It’s not as tightly contained as the first film, but it’s more ambitious. A darker, more introspective follow-up that proves this story still has teeth.
2. Aberrance (Shudder – May 11, 2026)
Aberrance marks a major milestone as the first Mongolian horror film to receive a theatrical release in North America. It’s a visually aggressive, psychologically slippery thriller that thrives on keeping you off balance.
The film follows a couple retreating to a remote, snow-covered cabin, where their already fractured relationship quickly raises red flags. Director Baatar Batsukh, also serving as cinematographer, leans into disorientation with aggressive camera movement, body-mounted shots, and claustrophobic framing that traps you inside the characters’ unraveling reality. The use of stark color gives the film a heightened, almost feverish quality.
It’s messy, ambitious, and technically impressive. A promising debut that prioritizes mood and visual energy over narrative clarity, and a strong pick for fans of international horror that is willing to take risks.

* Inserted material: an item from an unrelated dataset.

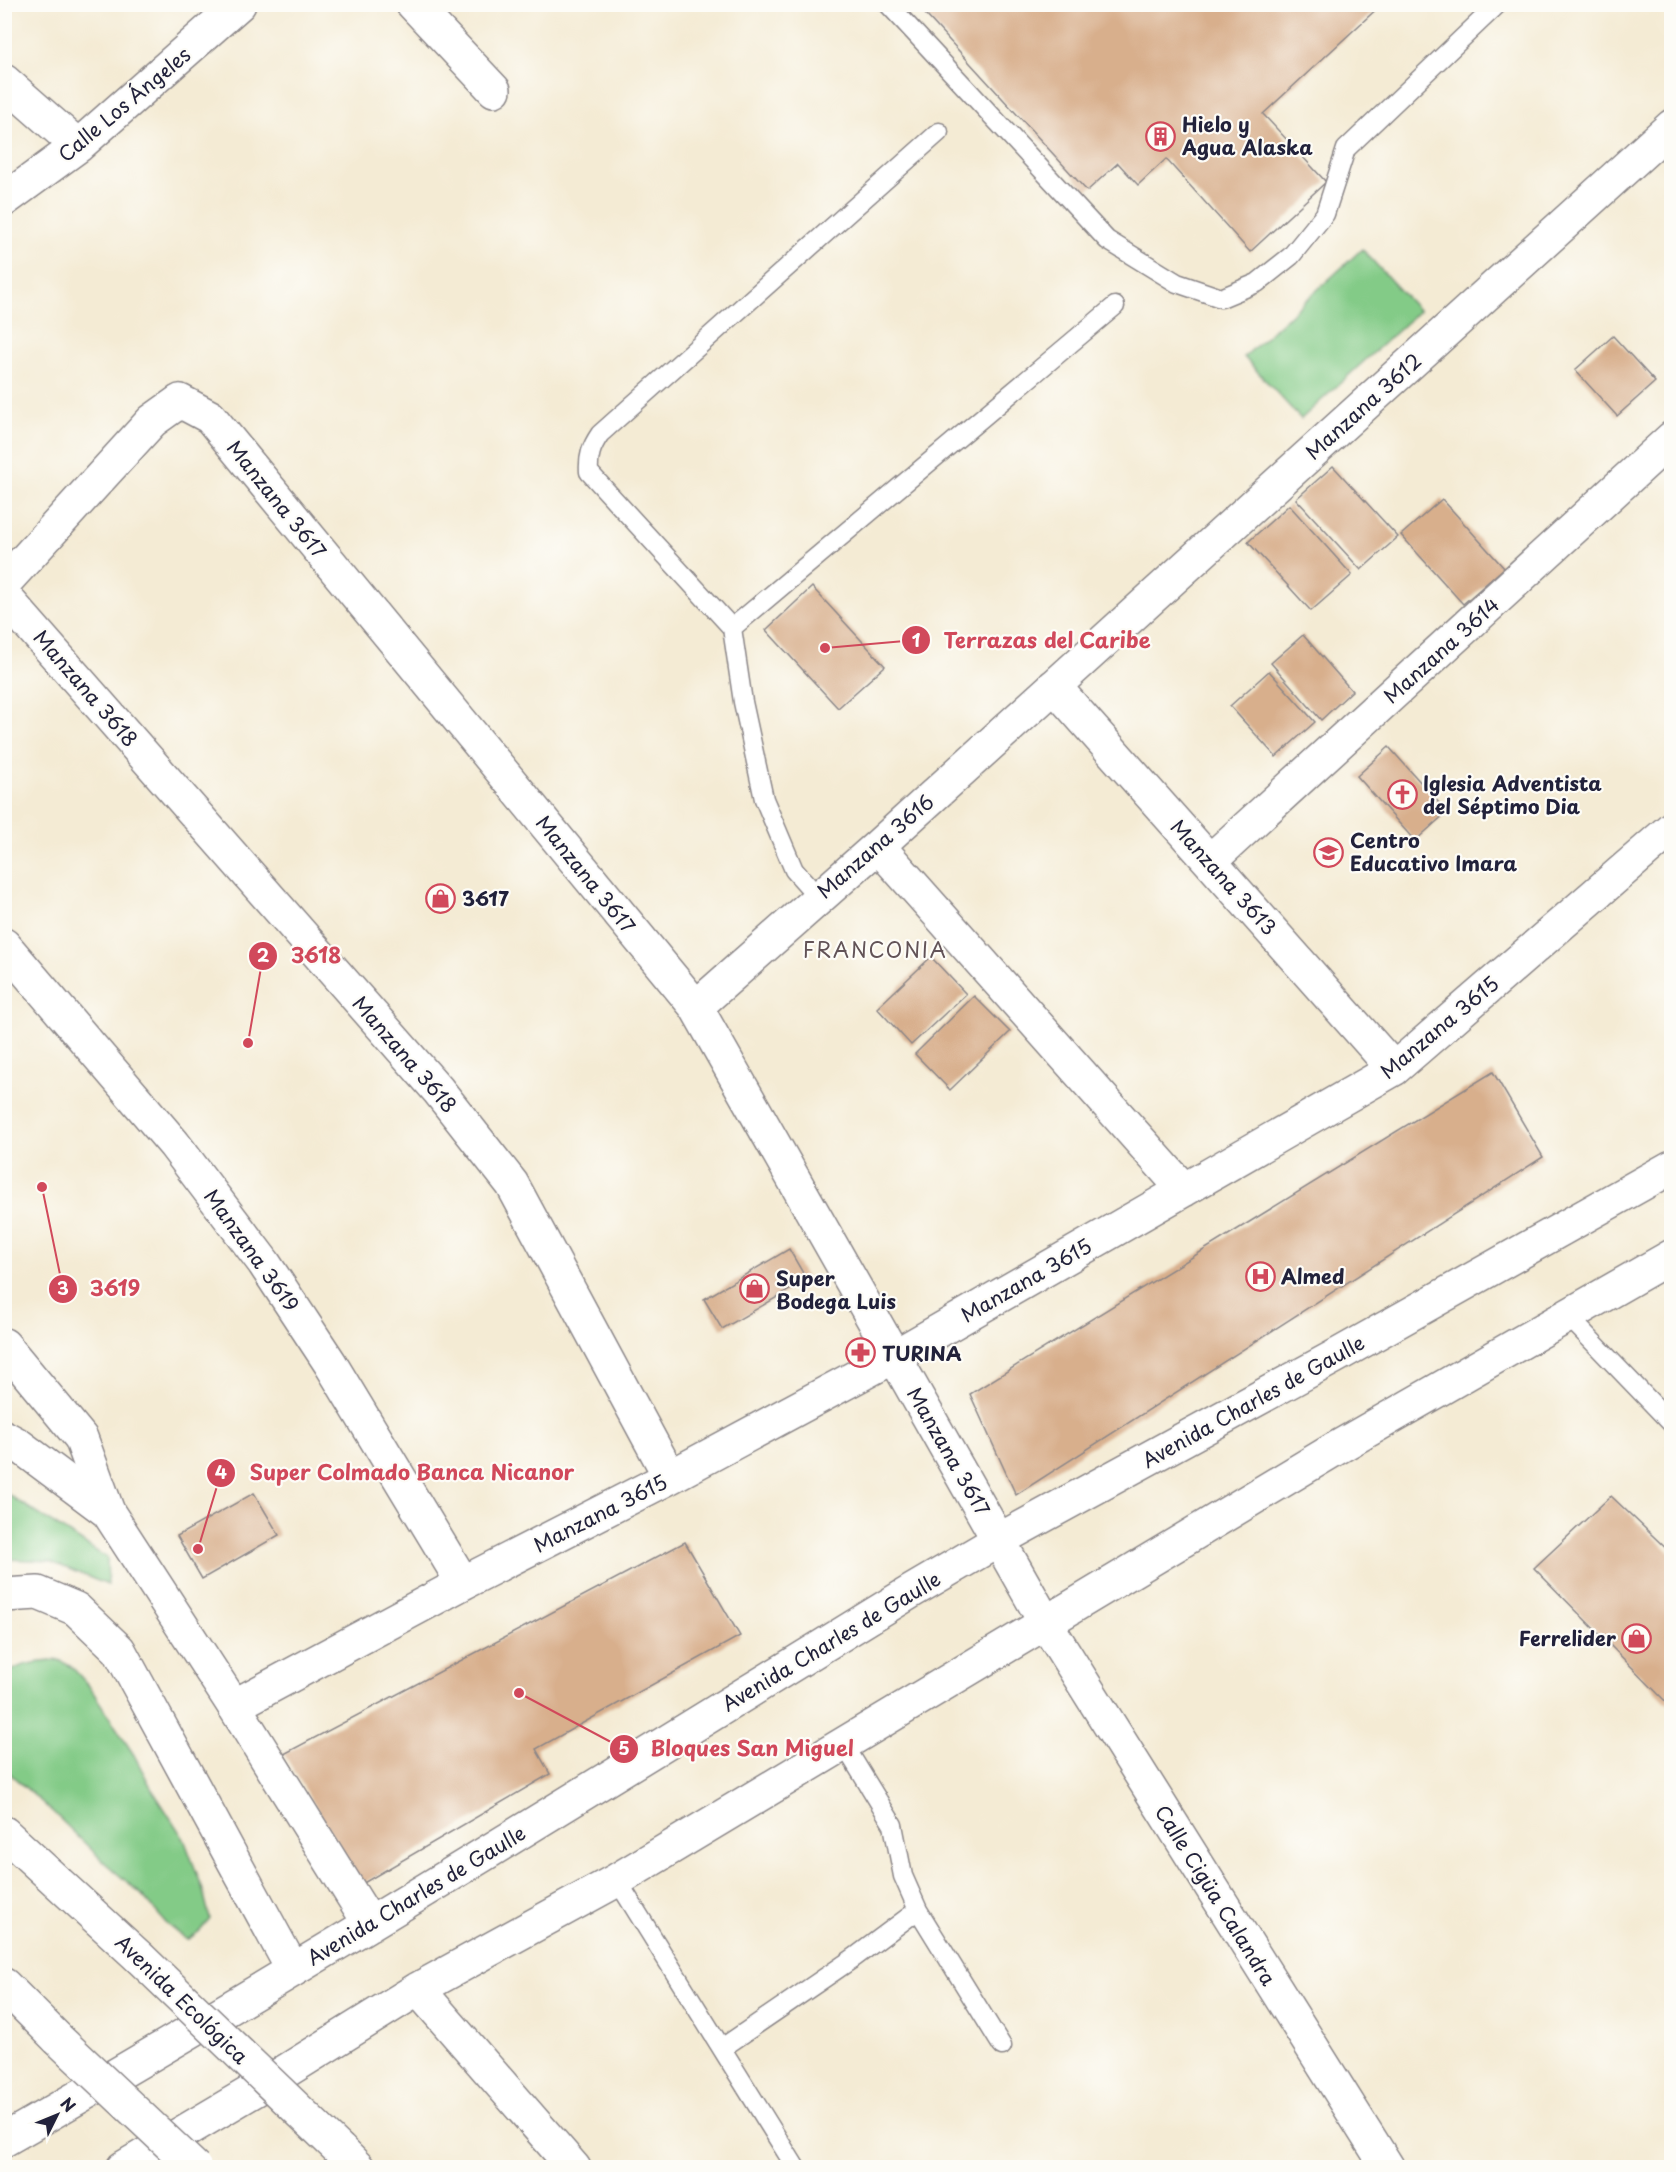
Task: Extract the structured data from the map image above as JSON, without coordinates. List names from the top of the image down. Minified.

3. Insidious Double Feature: The Last Key and The Red Door (HBO Max – May 1 and 4, 2026)
With Insidious: Out of the Further set to arrive this August, now is the perfect time to revisit the franchise’s most recent entries. This double feature offers a compelling look at how the series has evolved.
The Last Key leans into franchise lore, giving Lin Shaye’s Elise Rainier the spotlight she has long deserved. It’s messy at times, but there’s an emotional undercurrent that gives it more weight than expected, especially as it digs into Elise’s past.
The Red Door, on the other hand, takes a more introspective approach, shifting the focus to generational trauma and the lingering psychological scars left behind by the supernatural. It’s quieter, more character-driven, and occasionally uneven. But it’s also one of the more interesting swings the franchise has taken.
Together, they make for a solid catch-up ahead of the next chapter, offering both the highs and growing pains of a long-running horror series trying to evolve.
4. Solvent (Shudder – May 4, 2026)
Solvent is a grim, suffocating descent into obsession and decay, the kind of film that feels like it’s closing in on you from all sides. It trades in atmosphere and psychological deterioration, building a sense of unease that becomes harder to shake as it unfolds.
What stands out most is its commitment to discomfort. There’s no easy release here or clean narrative catharsis. Instead, the film lingers in its own bleakness, forcing you to sit with its characters as they spiral further into something corrosive and inescapable.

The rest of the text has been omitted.